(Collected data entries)
***

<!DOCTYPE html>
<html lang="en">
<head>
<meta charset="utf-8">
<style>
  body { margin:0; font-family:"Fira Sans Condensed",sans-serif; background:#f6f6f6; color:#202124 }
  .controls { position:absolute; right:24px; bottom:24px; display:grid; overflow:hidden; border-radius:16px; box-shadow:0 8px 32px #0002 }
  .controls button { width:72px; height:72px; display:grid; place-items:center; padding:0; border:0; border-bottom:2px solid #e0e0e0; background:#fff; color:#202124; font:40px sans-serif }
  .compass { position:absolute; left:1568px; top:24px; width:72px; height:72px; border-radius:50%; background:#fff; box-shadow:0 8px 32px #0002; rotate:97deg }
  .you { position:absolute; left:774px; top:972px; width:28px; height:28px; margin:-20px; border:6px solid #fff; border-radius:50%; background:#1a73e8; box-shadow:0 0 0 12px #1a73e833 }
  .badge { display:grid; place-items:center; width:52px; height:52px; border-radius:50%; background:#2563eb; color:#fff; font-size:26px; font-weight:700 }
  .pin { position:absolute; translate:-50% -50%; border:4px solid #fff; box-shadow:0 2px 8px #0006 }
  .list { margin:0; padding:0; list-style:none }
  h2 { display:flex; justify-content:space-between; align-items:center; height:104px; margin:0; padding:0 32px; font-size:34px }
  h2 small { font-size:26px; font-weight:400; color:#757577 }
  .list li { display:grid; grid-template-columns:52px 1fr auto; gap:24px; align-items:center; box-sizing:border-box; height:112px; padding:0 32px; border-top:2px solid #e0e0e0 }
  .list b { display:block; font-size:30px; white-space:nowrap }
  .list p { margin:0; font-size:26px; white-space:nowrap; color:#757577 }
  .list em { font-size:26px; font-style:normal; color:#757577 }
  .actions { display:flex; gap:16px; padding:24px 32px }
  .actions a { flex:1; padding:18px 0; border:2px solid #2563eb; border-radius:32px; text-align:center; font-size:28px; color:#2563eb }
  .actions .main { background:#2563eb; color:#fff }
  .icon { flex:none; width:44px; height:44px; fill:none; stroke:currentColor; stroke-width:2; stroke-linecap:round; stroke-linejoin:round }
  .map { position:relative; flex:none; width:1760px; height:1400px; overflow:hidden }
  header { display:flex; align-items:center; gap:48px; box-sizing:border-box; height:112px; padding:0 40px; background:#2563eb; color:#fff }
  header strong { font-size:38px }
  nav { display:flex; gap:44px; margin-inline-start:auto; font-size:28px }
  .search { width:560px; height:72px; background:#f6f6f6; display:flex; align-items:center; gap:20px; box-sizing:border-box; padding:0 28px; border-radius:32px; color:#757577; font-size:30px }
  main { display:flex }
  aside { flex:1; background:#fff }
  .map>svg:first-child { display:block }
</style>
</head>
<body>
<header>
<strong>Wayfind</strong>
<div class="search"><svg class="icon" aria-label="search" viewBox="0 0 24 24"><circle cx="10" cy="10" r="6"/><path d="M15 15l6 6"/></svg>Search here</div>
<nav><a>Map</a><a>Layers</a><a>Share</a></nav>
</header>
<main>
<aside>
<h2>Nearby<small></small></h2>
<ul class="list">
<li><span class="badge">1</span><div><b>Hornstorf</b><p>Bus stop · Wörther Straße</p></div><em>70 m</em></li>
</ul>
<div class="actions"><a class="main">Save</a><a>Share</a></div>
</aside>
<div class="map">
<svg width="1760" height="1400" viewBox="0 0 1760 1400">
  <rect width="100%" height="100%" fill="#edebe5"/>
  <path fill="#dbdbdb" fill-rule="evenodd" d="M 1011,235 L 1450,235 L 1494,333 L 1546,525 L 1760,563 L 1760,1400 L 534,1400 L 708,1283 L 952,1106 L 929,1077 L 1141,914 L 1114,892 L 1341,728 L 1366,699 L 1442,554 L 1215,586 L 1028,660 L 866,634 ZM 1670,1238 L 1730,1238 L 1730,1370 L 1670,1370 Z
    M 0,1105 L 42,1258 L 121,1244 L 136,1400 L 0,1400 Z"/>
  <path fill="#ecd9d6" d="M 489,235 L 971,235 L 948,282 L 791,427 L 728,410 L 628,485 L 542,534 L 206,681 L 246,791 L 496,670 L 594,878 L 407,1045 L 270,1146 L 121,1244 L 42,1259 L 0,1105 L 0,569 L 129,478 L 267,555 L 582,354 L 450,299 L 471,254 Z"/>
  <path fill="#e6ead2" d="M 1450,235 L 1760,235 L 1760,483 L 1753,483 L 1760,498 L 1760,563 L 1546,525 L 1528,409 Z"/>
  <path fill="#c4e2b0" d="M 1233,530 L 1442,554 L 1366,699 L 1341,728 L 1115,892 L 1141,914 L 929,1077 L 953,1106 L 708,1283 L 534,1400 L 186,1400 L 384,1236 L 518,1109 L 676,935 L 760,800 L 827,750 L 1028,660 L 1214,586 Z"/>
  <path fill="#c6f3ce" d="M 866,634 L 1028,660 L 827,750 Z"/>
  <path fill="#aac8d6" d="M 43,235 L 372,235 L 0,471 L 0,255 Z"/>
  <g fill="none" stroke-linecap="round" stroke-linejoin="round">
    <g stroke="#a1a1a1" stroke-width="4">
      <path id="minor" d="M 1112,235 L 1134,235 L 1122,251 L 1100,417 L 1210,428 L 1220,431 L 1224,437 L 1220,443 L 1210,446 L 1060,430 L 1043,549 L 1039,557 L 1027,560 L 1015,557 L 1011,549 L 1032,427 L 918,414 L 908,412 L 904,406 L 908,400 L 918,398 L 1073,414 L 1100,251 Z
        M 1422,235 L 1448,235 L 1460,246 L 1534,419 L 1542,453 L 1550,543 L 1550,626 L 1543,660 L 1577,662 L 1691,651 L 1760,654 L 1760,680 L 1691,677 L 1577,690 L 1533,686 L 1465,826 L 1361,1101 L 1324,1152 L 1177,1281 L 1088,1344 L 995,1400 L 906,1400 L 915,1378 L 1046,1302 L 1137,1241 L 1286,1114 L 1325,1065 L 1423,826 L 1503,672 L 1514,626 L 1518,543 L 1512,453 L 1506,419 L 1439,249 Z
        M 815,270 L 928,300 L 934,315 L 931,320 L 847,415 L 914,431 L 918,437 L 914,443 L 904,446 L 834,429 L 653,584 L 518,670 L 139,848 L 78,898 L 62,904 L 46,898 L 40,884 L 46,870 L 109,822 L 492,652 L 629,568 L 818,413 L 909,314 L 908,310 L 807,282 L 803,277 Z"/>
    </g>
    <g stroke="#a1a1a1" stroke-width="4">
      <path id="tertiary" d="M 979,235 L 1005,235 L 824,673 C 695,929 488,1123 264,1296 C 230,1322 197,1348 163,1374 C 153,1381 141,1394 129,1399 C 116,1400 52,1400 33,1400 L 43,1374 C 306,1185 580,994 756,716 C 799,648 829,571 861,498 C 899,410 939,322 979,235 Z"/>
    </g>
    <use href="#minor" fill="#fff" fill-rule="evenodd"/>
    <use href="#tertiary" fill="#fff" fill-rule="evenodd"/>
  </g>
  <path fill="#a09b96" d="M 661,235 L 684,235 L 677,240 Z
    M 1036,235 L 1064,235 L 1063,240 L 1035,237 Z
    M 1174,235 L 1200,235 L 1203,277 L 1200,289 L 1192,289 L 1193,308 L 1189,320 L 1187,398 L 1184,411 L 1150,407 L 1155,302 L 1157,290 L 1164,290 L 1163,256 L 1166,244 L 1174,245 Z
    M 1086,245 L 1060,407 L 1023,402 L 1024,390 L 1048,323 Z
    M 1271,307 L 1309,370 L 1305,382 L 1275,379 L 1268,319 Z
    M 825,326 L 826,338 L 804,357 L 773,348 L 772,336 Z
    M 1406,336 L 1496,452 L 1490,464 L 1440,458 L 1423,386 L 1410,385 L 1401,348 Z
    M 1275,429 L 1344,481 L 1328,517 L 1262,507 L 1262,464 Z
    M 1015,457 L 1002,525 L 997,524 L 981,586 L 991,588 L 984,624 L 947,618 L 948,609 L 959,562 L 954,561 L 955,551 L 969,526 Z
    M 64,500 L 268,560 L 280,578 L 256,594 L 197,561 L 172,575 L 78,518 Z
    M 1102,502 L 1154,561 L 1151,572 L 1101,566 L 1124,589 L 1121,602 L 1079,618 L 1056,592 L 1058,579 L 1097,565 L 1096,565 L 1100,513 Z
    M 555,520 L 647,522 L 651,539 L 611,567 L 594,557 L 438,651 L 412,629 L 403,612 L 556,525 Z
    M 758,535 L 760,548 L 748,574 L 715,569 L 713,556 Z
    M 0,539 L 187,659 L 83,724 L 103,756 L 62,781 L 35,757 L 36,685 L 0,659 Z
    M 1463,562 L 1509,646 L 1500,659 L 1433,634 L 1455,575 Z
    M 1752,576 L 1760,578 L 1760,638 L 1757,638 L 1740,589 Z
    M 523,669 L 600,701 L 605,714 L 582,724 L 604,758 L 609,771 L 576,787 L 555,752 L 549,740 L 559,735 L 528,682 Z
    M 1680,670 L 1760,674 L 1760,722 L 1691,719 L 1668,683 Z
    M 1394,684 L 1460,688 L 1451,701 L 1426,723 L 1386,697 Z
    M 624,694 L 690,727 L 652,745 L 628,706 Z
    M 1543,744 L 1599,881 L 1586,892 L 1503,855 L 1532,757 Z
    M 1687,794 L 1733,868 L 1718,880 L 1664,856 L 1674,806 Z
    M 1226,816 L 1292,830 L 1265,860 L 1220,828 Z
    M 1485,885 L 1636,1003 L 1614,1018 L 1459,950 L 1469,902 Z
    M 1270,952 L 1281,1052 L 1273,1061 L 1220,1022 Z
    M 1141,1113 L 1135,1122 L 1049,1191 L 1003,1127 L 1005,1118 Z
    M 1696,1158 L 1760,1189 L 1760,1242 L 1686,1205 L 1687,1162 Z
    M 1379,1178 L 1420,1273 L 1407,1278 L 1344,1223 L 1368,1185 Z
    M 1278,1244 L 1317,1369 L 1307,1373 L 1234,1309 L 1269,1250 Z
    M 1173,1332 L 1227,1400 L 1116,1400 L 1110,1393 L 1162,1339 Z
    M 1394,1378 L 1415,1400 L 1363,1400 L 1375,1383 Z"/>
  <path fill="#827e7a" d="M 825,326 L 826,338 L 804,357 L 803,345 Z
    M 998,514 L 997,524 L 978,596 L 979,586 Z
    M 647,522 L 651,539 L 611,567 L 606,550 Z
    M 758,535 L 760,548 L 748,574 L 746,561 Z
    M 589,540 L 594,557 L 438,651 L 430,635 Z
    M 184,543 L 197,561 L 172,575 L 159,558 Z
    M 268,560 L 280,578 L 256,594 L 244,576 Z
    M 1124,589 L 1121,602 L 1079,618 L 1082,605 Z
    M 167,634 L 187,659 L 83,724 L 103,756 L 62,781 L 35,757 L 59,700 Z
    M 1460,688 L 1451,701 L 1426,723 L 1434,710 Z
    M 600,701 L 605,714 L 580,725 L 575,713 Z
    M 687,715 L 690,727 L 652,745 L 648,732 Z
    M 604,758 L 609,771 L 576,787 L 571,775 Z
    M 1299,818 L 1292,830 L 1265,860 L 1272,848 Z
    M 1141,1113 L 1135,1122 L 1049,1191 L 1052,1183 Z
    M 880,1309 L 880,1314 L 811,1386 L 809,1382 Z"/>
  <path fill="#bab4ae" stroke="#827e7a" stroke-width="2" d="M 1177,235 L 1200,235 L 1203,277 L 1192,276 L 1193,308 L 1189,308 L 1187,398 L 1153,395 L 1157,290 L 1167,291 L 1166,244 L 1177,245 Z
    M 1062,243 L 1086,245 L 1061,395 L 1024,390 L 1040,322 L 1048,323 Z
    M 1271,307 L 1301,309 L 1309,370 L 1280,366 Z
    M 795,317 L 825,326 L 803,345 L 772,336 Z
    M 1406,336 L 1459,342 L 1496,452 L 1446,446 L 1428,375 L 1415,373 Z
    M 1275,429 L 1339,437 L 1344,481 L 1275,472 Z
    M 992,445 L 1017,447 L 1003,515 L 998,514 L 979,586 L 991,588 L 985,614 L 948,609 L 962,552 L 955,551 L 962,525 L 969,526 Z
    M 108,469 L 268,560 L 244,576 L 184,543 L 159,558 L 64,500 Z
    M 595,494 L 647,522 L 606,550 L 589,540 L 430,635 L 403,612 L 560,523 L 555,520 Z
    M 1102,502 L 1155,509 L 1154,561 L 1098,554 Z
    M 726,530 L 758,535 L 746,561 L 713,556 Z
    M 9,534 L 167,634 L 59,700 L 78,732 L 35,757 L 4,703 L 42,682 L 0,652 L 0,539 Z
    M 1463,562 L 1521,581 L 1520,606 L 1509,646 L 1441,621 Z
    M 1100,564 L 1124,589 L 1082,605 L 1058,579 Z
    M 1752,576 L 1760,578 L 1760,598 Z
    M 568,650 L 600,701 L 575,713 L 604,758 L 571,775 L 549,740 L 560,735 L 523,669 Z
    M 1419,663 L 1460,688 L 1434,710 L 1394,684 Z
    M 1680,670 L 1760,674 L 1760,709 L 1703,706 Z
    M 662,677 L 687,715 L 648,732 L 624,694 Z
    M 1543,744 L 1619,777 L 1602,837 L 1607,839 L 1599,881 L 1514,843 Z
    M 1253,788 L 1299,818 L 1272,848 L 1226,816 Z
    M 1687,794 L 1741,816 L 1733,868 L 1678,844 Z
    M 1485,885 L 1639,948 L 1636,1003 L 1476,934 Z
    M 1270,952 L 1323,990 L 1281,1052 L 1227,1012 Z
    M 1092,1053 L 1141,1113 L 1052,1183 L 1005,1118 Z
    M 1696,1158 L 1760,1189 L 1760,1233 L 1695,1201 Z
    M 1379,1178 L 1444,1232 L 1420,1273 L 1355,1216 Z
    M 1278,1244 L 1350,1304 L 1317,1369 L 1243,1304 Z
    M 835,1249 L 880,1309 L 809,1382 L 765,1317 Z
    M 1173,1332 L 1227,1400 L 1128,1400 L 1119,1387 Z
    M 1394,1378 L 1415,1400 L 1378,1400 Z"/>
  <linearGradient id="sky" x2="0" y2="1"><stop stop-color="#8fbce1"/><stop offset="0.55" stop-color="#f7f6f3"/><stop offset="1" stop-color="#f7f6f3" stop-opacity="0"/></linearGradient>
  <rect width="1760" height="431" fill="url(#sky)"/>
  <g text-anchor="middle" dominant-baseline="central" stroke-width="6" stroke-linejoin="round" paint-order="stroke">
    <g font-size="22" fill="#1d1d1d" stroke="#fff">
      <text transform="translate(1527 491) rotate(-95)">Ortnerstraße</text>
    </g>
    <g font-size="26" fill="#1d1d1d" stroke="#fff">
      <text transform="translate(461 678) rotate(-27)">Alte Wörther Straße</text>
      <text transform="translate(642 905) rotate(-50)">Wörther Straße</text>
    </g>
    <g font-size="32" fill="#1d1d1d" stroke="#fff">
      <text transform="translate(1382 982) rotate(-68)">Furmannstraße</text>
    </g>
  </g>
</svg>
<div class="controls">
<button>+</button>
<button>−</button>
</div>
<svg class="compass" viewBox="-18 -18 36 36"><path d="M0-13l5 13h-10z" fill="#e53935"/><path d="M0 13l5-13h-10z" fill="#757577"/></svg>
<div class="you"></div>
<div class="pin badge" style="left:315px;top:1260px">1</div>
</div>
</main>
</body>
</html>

***

REQUIREMENT: Show the lines in the entries above that include the string "place".

ANSWER TO THE PROBLEM:
  .controls button { width:72px; height:72px; display:grid; place-items:center; padding:0; border:0; border-bottom:2px solid #e0e0e0; background:#fff; color:#202124; font:40px sans-serif }
  .badge { display:grid; place-items:center; width:52px; height:52px; border-radius:50%; background:#2563eb; color:#fff; font-size:26px; font-weight:700 }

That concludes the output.